• Records supplied:
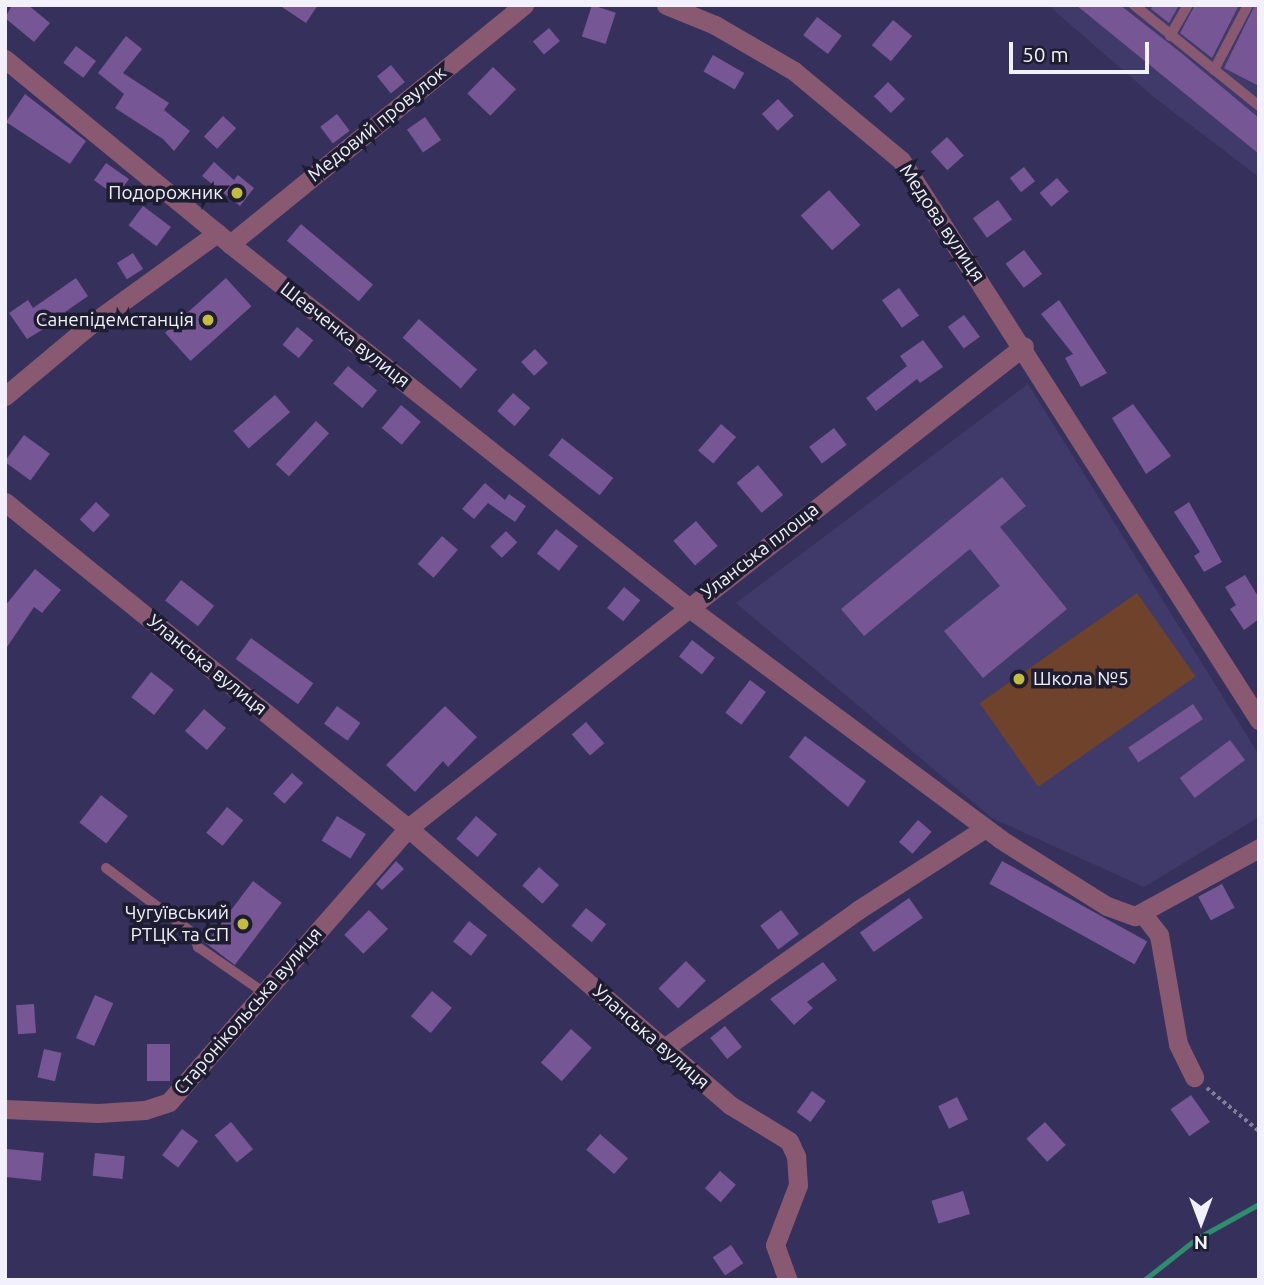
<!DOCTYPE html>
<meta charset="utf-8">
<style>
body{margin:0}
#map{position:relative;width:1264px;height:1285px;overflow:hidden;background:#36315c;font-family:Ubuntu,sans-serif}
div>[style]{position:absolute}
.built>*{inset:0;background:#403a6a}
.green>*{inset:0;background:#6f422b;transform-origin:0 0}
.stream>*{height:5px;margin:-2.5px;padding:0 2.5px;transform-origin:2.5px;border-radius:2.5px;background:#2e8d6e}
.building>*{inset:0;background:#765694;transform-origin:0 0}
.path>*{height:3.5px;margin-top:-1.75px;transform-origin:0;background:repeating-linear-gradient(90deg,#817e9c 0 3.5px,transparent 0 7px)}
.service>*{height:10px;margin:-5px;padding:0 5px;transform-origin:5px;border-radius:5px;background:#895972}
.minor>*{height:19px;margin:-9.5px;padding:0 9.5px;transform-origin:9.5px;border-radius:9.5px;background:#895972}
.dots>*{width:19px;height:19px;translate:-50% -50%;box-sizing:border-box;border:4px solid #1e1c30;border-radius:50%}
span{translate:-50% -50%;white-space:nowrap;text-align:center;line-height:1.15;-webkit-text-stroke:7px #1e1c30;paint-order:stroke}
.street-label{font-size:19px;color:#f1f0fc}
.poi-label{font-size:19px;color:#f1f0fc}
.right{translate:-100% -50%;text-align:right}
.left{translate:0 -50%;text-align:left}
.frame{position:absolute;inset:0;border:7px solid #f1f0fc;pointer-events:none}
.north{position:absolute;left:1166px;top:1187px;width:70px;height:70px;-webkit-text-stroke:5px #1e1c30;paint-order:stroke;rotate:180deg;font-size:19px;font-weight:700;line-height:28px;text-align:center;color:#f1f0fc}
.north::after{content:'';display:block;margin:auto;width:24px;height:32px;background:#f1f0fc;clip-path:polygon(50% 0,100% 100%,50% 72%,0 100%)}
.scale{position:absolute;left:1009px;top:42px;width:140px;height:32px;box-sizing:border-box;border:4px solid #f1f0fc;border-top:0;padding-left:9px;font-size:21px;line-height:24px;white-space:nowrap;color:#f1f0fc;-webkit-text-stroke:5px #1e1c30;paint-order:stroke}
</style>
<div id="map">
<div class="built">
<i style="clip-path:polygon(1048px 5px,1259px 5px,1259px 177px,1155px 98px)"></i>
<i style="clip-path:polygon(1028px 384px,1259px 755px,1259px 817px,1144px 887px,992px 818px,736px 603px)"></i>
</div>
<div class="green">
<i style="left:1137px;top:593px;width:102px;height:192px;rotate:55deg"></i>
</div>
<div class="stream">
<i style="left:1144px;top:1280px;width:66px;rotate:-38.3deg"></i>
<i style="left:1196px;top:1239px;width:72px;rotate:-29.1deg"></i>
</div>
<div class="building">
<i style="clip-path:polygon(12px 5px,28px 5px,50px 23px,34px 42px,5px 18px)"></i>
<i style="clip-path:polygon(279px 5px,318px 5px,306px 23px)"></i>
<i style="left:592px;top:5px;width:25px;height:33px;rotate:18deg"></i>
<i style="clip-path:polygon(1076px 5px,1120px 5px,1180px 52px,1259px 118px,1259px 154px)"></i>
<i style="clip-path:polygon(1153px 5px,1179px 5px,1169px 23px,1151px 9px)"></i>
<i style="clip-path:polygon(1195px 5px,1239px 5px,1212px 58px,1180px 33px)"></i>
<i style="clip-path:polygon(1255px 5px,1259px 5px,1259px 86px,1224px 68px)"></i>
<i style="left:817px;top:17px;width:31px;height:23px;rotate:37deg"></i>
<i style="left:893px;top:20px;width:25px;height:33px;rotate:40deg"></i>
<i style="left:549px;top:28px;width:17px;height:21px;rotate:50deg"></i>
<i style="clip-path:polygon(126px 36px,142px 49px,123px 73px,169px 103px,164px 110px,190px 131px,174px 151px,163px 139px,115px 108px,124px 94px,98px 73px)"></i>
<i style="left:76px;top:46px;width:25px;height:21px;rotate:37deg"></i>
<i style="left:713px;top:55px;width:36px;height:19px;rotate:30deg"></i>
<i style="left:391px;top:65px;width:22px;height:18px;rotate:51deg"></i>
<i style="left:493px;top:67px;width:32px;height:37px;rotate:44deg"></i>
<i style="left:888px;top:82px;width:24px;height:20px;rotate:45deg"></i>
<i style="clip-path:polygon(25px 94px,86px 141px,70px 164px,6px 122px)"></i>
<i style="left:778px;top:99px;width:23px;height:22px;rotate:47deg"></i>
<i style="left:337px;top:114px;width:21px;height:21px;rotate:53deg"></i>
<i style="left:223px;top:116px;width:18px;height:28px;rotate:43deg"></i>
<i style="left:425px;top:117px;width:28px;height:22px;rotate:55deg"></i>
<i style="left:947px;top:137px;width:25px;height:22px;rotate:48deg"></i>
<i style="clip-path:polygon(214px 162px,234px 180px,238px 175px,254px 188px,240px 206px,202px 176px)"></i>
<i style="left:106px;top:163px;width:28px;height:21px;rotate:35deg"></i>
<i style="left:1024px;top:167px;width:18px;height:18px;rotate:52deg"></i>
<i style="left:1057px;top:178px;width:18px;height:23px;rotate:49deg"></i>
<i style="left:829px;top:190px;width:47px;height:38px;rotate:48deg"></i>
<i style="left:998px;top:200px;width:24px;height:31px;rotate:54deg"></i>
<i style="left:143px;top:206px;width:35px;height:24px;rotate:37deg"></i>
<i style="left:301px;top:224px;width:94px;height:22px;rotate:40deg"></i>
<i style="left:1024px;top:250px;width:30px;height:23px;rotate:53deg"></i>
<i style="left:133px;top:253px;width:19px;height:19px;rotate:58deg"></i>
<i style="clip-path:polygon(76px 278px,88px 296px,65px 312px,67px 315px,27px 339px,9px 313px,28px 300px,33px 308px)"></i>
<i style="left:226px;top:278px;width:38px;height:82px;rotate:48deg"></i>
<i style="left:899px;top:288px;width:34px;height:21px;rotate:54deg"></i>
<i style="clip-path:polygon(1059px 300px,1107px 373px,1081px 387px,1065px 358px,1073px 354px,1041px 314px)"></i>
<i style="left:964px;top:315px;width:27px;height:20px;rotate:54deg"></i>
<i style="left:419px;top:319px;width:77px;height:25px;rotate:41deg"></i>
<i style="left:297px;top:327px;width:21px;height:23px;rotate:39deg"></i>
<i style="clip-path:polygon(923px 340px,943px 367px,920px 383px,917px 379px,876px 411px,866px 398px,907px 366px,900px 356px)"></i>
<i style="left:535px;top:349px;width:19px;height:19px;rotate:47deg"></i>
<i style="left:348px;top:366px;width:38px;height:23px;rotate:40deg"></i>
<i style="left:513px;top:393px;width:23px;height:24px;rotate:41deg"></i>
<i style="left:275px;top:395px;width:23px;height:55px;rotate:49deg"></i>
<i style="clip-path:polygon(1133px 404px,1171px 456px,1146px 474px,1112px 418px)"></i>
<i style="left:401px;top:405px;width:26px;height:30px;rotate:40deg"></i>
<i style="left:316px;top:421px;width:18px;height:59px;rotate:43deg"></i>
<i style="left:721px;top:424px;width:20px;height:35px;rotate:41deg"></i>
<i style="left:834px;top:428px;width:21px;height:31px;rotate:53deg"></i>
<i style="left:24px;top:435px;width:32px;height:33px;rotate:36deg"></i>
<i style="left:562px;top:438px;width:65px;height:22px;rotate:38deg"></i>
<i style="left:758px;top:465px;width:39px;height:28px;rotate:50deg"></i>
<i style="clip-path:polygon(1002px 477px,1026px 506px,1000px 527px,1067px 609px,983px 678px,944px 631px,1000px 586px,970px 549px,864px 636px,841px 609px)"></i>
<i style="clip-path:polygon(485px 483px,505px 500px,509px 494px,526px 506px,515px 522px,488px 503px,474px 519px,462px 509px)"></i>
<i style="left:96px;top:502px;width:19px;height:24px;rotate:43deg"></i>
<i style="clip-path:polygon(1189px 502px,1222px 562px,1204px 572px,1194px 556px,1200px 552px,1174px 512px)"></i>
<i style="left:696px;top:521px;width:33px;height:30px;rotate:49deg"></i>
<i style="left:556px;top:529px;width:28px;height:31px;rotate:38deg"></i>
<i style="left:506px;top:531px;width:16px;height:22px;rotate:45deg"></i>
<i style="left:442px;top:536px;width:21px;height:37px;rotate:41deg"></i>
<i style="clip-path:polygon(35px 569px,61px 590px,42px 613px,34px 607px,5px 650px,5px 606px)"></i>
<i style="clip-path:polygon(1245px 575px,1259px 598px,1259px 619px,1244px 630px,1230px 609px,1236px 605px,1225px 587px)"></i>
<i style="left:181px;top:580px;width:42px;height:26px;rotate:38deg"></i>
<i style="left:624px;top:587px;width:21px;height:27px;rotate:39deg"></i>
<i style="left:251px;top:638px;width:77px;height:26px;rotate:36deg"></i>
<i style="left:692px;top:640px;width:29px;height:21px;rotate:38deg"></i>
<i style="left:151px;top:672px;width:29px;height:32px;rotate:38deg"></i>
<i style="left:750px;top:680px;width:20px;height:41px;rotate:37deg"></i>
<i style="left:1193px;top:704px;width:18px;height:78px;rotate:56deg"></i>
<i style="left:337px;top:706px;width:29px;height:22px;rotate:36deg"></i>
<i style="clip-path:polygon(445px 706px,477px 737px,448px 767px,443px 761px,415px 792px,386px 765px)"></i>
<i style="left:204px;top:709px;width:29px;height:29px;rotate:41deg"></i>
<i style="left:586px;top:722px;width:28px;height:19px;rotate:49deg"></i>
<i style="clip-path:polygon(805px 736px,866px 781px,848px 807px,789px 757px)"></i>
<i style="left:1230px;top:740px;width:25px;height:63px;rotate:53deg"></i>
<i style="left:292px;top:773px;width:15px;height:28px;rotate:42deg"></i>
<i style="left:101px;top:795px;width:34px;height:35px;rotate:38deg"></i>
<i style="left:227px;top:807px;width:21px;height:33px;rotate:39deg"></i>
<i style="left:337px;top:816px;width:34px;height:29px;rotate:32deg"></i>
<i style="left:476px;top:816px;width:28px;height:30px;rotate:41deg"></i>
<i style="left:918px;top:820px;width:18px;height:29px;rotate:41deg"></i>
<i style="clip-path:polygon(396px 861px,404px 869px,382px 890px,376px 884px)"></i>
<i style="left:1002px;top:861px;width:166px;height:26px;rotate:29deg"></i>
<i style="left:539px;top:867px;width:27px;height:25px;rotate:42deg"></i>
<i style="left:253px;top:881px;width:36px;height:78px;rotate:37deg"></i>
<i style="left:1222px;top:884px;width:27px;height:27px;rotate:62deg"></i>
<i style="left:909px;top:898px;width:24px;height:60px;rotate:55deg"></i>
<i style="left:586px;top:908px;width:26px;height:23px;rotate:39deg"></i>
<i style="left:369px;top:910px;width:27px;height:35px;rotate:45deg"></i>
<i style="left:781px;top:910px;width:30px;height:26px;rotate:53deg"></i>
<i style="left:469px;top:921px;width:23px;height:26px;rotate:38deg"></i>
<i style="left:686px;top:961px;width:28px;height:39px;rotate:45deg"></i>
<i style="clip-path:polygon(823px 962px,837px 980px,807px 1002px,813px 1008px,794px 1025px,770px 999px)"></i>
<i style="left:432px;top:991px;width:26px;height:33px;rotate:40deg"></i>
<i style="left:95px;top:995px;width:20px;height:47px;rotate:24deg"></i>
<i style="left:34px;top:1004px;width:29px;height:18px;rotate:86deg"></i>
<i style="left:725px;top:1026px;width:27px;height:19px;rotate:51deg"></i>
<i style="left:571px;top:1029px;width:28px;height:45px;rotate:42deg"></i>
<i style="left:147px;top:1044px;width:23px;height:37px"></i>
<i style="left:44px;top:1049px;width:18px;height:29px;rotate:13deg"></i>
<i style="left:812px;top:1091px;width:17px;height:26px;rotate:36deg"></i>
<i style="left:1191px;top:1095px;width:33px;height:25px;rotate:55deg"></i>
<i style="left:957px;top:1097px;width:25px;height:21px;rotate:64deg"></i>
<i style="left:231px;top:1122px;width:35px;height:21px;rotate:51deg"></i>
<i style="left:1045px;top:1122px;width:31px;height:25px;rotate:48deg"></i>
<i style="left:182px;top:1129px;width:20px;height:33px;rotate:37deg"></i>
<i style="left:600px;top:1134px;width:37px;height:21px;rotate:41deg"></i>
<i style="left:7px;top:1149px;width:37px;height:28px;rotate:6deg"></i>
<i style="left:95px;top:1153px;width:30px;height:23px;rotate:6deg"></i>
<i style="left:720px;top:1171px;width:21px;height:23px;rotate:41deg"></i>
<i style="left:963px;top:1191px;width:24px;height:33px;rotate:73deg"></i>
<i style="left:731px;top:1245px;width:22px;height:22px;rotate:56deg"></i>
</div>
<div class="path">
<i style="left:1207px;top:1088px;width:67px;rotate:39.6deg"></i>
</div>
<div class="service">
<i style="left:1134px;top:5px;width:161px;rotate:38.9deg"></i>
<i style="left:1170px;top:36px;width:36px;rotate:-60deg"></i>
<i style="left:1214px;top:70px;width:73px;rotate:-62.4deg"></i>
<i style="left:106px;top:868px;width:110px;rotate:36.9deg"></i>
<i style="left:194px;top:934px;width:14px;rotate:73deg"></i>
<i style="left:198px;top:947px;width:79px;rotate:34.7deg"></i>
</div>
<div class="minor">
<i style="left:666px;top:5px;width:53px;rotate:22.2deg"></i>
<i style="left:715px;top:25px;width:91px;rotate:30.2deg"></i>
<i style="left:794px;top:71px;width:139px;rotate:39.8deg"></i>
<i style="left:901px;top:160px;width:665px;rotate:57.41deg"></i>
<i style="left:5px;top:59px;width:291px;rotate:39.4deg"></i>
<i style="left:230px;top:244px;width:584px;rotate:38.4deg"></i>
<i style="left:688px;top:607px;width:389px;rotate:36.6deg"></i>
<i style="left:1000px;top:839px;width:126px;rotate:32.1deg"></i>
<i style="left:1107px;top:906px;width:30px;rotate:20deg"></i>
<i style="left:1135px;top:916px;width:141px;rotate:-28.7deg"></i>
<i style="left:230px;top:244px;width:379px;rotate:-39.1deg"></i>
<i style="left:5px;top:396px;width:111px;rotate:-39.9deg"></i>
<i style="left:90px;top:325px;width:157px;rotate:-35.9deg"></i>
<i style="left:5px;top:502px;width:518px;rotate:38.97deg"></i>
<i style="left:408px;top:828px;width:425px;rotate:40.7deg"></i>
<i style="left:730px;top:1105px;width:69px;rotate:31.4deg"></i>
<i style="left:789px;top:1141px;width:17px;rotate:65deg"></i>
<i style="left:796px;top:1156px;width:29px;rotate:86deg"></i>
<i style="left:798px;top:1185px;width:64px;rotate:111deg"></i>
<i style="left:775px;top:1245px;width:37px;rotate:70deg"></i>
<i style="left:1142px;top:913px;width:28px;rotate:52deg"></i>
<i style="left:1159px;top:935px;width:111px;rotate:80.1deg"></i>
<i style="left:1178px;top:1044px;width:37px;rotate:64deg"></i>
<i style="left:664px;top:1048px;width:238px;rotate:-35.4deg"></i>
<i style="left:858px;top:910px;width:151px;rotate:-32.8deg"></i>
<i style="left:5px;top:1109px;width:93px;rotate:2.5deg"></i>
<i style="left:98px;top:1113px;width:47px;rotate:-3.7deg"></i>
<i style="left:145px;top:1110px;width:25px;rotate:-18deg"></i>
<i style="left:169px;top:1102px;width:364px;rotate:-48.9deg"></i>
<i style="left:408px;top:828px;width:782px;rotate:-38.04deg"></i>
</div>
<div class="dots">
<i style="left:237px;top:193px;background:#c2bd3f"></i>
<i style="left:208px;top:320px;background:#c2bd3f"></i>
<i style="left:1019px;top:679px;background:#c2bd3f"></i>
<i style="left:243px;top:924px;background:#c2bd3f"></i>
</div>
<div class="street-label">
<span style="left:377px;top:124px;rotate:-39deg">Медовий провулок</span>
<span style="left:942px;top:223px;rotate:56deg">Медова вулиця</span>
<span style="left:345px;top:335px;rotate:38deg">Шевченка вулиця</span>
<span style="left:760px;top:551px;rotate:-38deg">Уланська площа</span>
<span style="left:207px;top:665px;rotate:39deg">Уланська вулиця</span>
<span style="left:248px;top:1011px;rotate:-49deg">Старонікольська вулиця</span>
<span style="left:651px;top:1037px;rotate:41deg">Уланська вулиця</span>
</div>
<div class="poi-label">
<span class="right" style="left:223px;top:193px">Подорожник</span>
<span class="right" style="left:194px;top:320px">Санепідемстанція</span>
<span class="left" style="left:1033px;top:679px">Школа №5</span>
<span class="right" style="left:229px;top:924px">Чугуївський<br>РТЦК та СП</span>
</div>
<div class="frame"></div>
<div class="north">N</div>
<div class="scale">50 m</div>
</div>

• Your objective: Please state how many lines of the records hold the word "green", and write nothing but that number.

• Solution for this task: 2